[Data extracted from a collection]
[Start of Attachment]

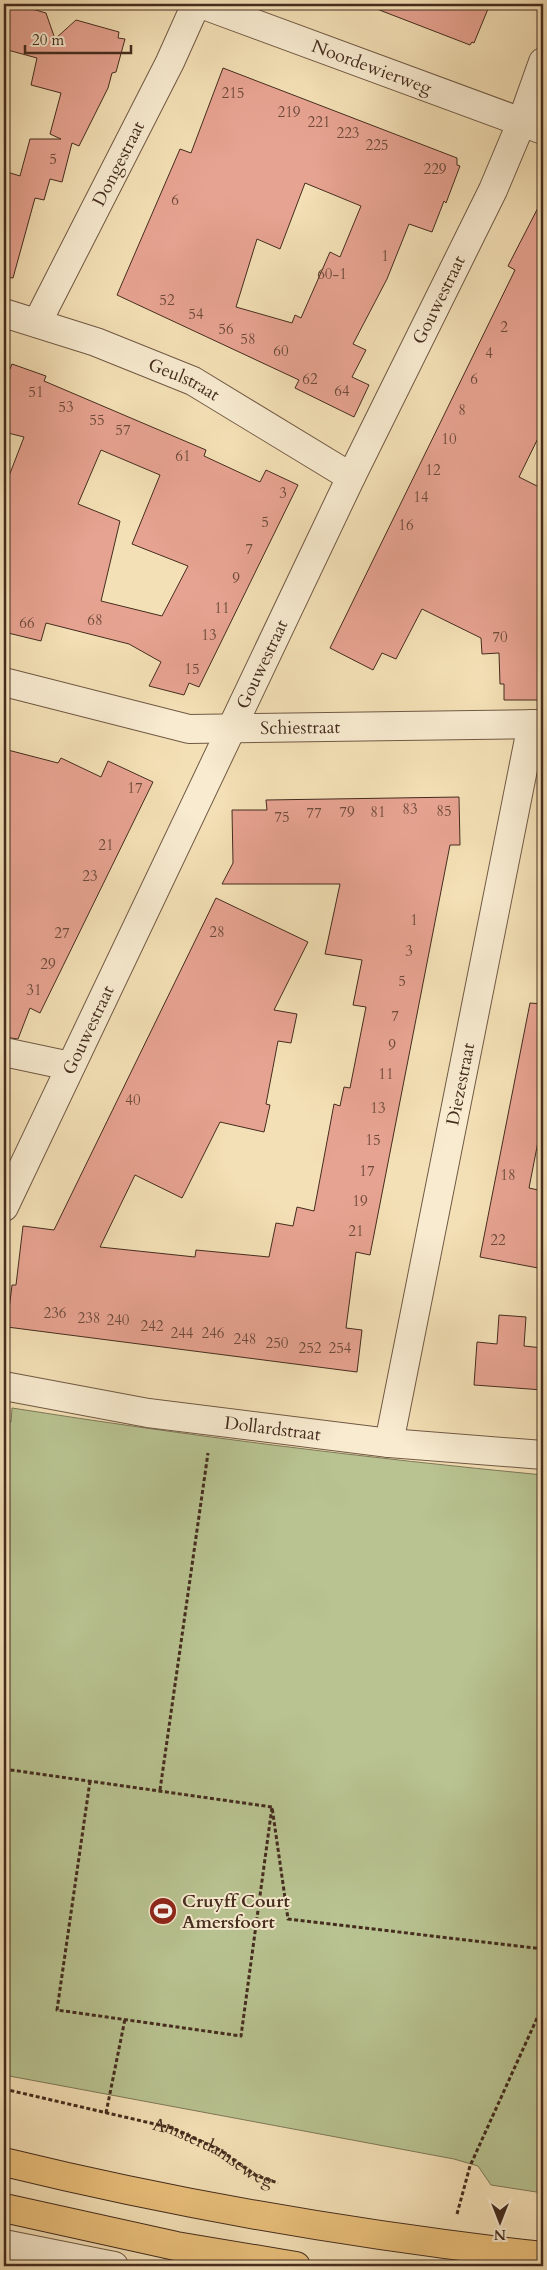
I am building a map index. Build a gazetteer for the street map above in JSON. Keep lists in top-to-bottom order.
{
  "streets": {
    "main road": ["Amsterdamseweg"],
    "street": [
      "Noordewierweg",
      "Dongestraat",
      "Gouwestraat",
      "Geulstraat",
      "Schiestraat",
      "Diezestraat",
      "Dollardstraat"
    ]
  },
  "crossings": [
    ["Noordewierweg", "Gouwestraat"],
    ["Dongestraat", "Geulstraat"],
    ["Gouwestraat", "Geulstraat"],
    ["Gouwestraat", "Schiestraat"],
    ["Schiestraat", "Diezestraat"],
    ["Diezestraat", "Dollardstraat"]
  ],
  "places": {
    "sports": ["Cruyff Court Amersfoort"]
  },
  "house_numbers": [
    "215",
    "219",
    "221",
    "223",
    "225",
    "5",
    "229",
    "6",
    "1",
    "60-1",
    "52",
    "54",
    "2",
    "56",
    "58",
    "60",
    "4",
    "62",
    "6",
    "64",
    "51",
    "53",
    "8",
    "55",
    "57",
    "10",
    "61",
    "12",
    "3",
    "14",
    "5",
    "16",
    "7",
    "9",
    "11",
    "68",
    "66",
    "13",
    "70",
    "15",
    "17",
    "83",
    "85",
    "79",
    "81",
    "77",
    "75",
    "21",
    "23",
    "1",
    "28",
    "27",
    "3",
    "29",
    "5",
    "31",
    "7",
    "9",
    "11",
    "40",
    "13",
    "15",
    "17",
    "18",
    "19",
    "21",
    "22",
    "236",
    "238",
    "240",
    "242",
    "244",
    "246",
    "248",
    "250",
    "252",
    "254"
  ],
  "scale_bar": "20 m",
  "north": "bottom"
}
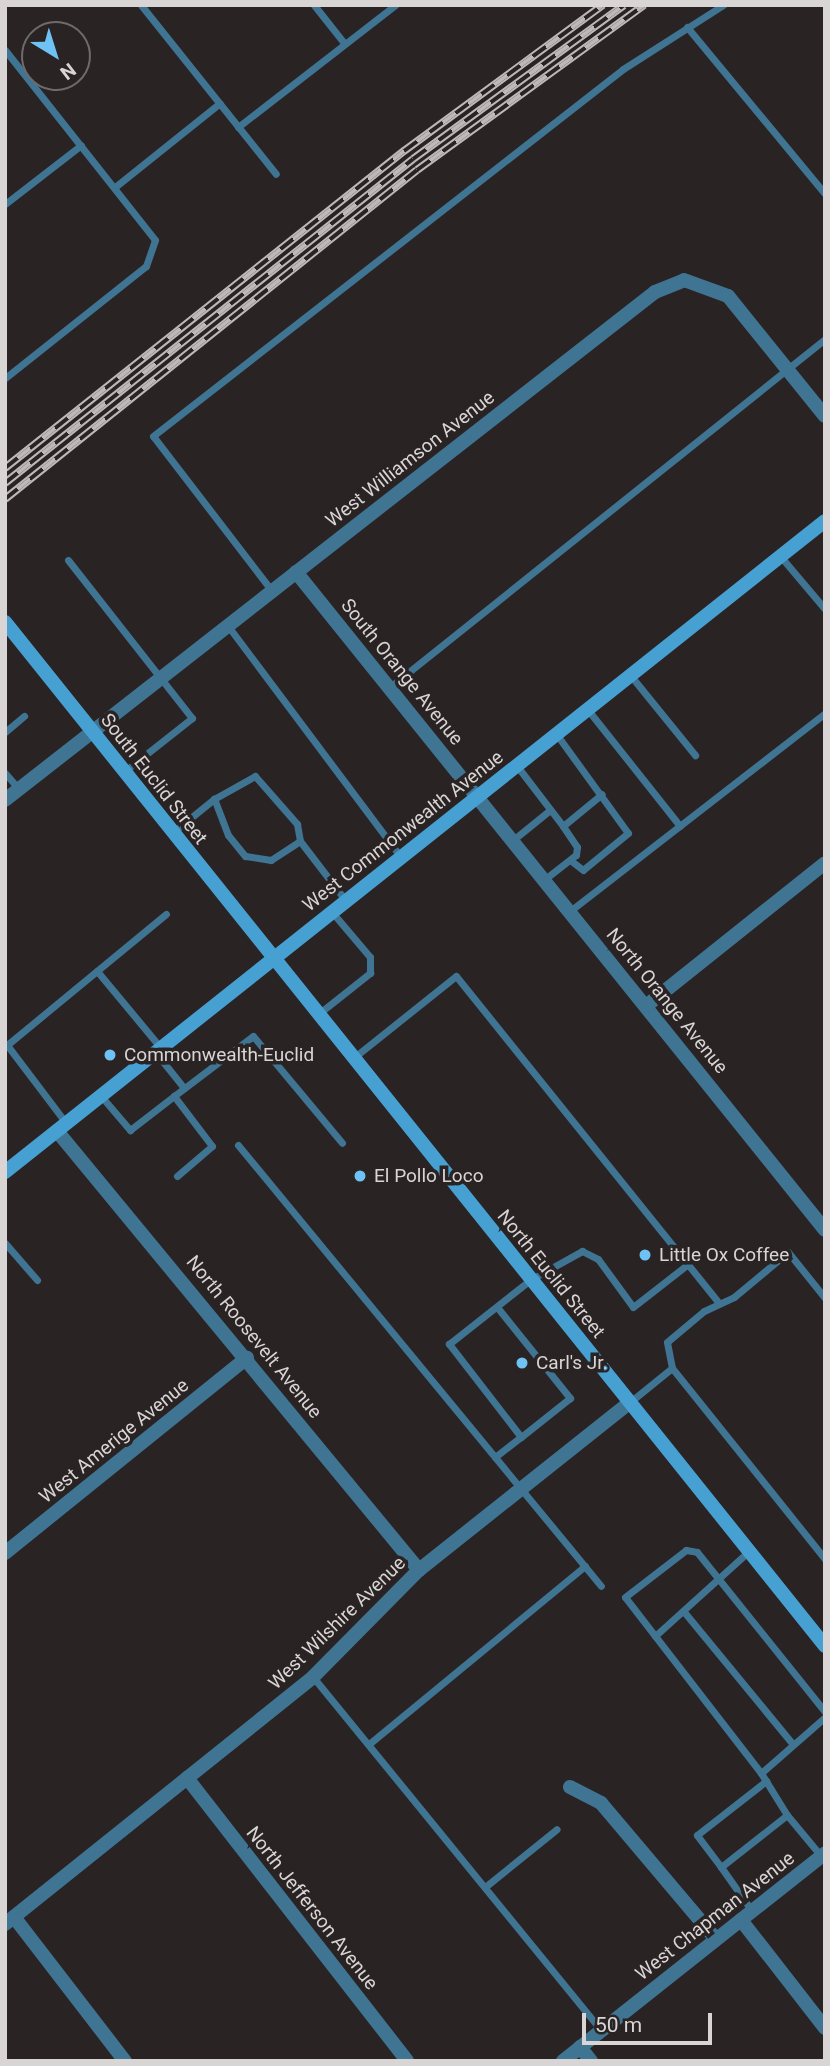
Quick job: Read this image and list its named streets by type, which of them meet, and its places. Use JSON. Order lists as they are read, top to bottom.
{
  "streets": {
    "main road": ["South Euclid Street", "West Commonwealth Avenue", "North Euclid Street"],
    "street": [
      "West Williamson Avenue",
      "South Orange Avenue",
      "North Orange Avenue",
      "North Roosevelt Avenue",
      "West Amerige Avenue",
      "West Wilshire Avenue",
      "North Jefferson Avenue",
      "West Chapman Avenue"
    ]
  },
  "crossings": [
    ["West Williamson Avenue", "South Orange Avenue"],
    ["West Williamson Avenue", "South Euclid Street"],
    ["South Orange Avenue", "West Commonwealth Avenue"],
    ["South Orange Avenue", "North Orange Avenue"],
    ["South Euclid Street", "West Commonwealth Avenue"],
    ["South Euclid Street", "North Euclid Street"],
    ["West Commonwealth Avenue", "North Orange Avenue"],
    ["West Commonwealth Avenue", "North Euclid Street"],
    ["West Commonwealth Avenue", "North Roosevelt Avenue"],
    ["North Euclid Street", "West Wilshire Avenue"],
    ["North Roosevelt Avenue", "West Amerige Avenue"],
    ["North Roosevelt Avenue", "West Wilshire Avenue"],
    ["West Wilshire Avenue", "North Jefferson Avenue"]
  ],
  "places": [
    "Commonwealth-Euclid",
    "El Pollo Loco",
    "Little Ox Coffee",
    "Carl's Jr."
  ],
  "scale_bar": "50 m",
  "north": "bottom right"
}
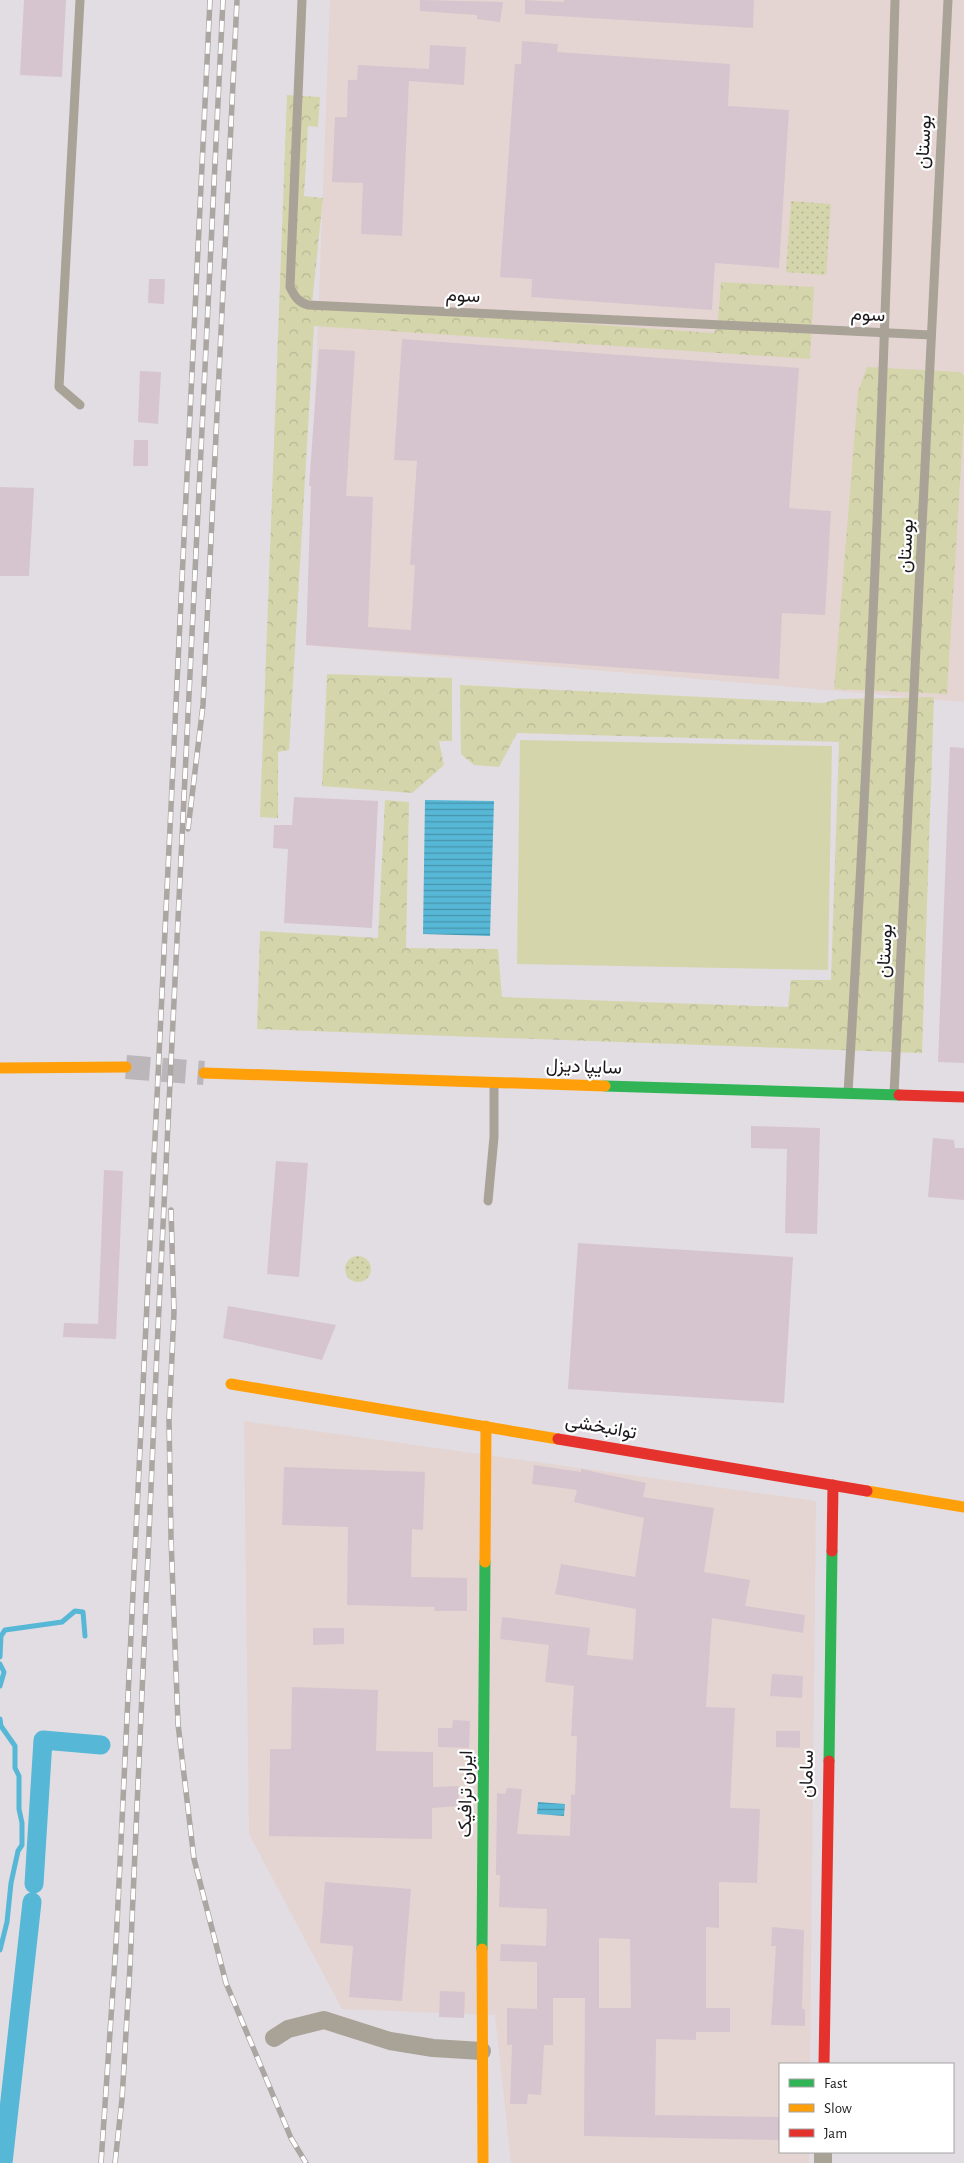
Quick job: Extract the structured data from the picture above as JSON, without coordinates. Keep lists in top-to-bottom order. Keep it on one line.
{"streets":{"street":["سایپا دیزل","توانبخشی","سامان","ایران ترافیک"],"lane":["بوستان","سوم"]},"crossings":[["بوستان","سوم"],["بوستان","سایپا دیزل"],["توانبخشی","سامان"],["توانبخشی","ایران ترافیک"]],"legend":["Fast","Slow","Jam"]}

[End of Attachment]

Work order → Where does "Diezestraat" appear in the records above? Copy each line that holds it.

Solution to the exercise →
      "Diezestraat",
    ["Schiestraat", "Diezestraat"],
    ["Diezestraat", "Dollardstraat"]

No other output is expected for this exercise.